According to Van Wyhe (2009), no records exist to authenticate that Paley and Darwin were assigned the same room. He described the story as a “tradition” at Christ’s College, but added that “many such college traditions are surprisingly accurate.” One can only hope that such a symmetrical tale is true.

William was on the rowing team at Cambridge from 1859 to 1861. His crewmates regarded him with affection, and they remarked on the enthusiasm and effectiveness of his rowing (F. Darwin 1914). As he grew bald later in life, William used his long-treasured blue silk nightcap (the colors that distinguished his Christ’s College boat from others), to cover his bald spot (F. Darwin 1914).

WILLIAM THE BANKER

Charles envisioned his son as a barrister and eventually as “Lord Chancellor of all England” (Desmond and Moore 1991). William studied mathematics and gave up the idea of becoming a barrister when offered a position as a partner in Grant and Maddison’s Bank in Southampton. Sidestepping the old-boy banking network was facilitated by a Darwin neighbor, John Lubbock, but Charles had to negotiate a £5,000 partners’ guarantee for a capital reserve in the event of a run on the privately owned bank. This bank eventually became Lloyds Bank.

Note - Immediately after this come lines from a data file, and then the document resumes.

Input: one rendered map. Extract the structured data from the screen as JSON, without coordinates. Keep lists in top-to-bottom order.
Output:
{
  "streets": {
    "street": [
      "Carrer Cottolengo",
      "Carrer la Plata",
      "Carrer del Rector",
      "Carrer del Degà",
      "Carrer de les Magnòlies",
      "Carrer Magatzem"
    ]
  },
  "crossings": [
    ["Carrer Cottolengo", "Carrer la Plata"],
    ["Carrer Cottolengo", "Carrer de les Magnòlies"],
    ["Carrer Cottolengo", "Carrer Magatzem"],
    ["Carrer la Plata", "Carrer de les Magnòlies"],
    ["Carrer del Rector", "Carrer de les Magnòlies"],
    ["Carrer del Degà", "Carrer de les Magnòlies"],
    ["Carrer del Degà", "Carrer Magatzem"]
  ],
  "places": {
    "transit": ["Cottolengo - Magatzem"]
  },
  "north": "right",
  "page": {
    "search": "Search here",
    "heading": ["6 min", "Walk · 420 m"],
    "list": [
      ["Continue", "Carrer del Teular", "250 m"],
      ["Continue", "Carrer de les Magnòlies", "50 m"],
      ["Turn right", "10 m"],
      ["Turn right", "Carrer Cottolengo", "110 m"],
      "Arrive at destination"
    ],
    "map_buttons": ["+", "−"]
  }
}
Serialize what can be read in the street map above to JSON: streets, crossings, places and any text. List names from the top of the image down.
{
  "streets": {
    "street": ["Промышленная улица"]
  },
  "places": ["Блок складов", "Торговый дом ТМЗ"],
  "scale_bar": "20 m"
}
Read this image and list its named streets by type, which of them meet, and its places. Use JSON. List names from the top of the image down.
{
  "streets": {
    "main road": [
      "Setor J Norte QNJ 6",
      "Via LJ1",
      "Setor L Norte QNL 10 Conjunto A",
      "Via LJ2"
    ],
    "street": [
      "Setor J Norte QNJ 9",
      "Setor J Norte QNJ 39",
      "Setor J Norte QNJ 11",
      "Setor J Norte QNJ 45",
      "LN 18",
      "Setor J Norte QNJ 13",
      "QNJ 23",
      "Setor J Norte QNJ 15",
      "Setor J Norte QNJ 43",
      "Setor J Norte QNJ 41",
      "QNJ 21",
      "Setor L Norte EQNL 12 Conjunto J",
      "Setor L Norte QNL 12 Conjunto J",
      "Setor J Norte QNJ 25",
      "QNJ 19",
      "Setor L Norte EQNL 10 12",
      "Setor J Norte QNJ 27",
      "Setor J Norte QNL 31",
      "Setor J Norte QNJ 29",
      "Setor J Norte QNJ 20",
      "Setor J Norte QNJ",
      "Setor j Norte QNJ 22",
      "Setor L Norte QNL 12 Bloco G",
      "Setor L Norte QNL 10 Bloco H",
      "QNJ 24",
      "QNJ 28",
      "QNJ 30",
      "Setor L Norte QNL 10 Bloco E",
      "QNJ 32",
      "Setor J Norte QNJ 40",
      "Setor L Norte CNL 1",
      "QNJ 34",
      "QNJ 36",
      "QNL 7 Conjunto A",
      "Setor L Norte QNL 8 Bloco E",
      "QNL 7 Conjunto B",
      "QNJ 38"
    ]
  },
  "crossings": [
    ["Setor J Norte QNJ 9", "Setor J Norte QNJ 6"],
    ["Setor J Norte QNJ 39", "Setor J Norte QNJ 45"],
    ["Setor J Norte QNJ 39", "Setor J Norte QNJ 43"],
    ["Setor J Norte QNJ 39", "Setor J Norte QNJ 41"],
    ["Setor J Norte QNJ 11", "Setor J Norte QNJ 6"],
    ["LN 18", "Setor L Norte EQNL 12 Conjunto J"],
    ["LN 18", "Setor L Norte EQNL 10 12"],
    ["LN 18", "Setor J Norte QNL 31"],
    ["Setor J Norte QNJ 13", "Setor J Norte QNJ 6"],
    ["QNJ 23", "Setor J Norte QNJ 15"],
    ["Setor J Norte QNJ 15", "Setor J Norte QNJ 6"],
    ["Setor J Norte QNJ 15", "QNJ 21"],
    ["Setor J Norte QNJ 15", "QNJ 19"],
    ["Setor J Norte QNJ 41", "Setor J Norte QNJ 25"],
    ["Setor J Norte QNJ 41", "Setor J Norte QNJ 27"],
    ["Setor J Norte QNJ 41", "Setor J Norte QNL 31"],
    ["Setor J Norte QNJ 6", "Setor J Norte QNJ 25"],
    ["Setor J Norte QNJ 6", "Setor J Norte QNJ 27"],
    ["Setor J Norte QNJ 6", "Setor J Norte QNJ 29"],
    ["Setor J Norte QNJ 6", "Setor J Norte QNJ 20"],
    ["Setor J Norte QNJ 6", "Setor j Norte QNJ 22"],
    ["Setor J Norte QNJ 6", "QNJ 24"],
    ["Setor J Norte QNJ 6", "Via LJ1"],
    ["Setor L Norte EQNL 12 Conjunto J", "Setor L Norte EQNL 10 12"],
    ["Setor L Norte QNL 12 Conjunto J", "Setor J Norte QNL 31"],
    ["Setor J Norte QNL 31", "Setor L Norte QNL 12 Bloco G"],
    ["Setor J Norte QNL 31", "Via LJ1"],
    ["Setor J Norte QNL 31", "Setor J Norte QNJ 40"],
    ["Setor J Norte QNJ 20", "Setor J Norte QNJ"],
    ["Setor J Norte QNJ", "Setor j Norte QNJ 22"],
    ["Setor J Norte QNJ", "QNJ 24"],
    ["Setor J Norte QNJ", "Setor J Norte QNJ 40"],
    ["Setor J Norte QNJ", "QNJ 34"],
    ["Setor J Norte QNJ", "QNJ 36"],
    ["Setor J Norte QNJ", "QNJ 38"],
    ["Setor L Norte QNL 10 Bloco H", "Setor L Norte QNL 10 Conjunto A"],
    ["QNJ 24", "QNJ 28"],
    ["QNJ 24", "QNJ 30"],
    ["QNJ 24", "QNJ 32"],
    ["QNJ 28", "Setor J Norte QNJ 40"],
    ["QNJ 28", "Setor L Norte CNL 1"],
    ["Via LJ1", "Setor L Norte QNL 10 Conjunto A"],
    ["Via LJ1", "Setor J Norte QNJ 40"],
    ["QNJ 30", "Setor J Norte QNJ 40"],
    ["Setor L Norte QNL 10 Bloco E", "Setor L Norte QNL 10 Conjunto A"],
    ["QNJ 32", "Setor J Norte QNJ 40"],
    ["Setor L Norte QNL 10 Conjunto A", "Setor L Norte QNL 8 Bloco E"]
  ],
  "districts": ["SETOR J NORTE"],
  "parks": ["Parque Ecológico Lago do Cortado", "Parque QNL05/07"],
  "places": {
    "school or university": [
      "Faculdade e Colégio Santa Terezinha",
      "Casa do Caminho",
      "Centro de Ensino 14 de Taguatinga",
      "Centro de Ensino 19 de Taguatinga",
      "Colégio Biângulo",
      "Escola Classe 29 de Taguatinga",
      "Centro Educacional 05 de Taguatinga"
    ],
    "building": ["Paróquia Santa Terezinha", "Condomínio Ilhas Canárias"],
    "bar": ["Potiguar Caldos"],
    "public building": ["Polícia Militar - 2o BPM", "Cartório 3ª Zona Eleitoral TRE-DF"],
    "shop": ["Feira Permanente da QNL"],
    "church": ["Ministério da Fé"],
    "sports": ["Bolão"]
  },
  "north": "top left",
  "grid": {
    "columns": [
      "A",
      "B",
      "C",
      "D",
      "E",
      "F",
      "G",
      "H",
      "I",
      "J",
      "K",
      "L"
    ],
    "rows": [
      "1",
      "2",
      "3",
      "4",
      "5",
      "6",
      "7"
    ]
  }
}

William left Cambridge without a degree to accept the banking position, but he returned in 1862 and completed his B.A. examinations (Browne 2002). He received a B.A. degree with honors and applied for and received an M.A. in 1889 (Loy and Loy 2010). William stayed with the banking firm for 40 years, from 1862 to 1902. As a banker, he quite successfully managed the financial affairs of Charles and Emma and the extended Darwin family. In addition to the Darwin-Wedgwood wealth, Charles did very well with his books. For example, by 1861 the British and American royalties from The Origin totaled £1,219, the modern equivalent of about $100,000 (Loy and Loy 2010). William even stepped in to manage the accounts of Joseph Parslow, the family’s retired butler, when Parslow got into financial trouble. William eventually became a trustee for the inheritance of his brothers and sisters, as well as executor for his parents, uncles, and aunts (Browne 2002). When Charles’s brother Erasmus died in 1881 and his estate was settled, Charles Darwin’s personal fortune exceeded £250,000, or about $21 million in today’s terms (Loy and Loy 2010). William clearly had major responsibilities entrusted to him.

HELPFUL SON

As one trained in mathematics, William reliably did the complex calculations involved in Charles’s study of purple loosestrife, Lythrum salicaria, during the summer of 1862 (Browne 2002). Charles had been overwhelmed by the statistical possibilities of the three-way pollination patterns of this plant. William also did some drawings and dissections for his father and read proofs. In Charles’s later years William acted on behalf of his father to prevent the use of Darwin’s name in unwanted endorsements of hot political topics (Desmond and Moore 1991).

THE EYRE AFFAIR

Righteous indignation flared between Charles and William over the Eyre affair and the Jamaican Committee. Edward John Eyre was governor of Jamaica and brutally put down an insurrection of blacks in 1865. Over 400 local peasants were killed, 600 flogged, and 1,000 houses destroyed (Desmond and Moore 2009). This raised the ire of the antislavery Darwinians, including Charles Darwin, Alfred Russel Wallace, Charles Lyell, and Thomas Henry Huxley. Liberal groups formed a Jamaica Committee to advocate for the prosecution of Eyre, while clergymen, members of the military, peers, and even Charles’s dearest friend, Joseph Dalton Hooker, rallied to Eyre’s defense. When William, now 26 years old, made derogatory remarks about the Jamaica Committee at Uncle Ras’s house, Charles couldn’t contain his anger. He told William that if he really felt that way, William “had better go back to Southampton.” Charles abhorred slavery and all forms of cruelty. Early the next morning, though, Charles sat on his son’s bed and apologized for his strong outburst (Desmond and Moore 1991, 2009).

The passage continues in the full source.